■ EXERCISE INPUT:
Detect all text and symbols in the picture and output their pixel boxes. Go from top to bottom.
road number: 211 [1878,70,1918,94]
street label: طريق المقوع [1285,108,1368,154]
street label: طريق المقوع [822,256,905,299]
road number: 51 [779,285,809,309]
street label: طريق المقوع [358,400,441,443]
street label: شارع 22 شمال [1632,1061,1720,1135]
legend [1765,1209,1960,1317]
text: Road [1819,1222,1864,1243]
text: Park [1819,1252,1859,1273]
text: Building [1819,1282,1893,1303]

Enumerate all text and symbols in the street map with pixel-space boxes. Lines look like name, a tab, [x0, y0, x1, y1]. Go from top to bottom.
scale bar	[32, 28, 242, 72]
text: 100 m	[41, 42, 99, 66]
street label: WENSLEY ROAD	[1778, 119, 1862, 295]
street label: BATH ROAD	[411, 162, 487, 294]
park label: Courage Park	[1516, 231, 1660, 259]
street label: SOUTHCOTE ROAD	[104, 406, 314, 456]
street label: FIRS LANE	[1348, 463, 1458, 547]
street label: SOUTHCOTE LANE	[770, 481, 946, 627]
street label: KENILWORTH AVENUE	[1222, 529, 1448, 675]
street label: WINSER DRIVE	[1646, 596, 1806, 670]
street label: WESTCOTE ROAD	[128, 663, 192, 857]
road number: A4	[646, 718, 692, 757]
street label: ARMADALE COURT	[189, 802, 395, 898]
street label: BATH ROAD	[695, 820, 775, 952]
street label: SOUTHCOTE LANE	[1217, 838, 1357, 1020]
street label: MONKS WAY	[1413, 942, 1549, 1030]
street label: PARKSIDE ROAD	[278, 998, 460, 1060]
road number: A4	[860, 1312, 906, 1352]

■ HOW TO COMPLETE THIS TASK:
Repeat all the data, every line exactly.

■ SOLUTION:
Detect all text and symbols in the picture and output their pixel boxes. Go from top to bottom.
road number: 211 [1878,70,1918,94]
street label: طريق المقوع [1285,108,1368,154]
street label: طريق المقوع [822,256,905,299]
road number: 51 [779,285,809,309]
street label: طريق المقوع [358,400,441,443]
street label: شارع 22 شمال [1632,1061,1720,1135]
legend [1765,1209,1960,1317]
text: Road [1819,1222,1864,1243]
text: Park [1819,1252,1859,1273]
text: Building [1819,1282,1893,1303]

Enumerate all text and symbols in the street map with pixel-space boxes. Lines look like name, a tab, [x0, y0, x1, y1]. Go from top to bottom.
scale bar	[32, 28, 242, 72]
text: 100 m	[41, 42, 99, 66]
street label: WENSLEY ROAD	[1778, 119, 1862, 295]
street label: BATH ROAD	[411, 162, 487, 294]
park label: Courage Park	[1516, 231, 1660, 259]
street label: SOUTHCOTE ROAD	[104, 406, 314, 456]
street label: FIRS LANE	[1348, 463, 1458, 547]
street label: SOUTHCOTE LANE	[770, 481, 946, 627]
street label: KENILWORTH AVENUE	[1222, 529, 1448, 675]
street label: WINSER DRIVE	[1646, 596, 1806, 670]
street label: WESTCOTE ROAD	[128, 663, 192, 857]
road number: A4	[646, 718, 692, 757]
street label: ARMADALE COURT	[189, 802, 395, 898]
street label: BATH ROAD	[695, 820, 775, 952]
street label: SOUTHCOTE LANE	[1217, 838, 1357, 1020]
street label: MONKS WAY	[1413, 942, 1549, 1030]
street label: PARKSIDE ROAD	[278, 998, 460, 1060]
road number: A4	[860, 1312, 906, 1352]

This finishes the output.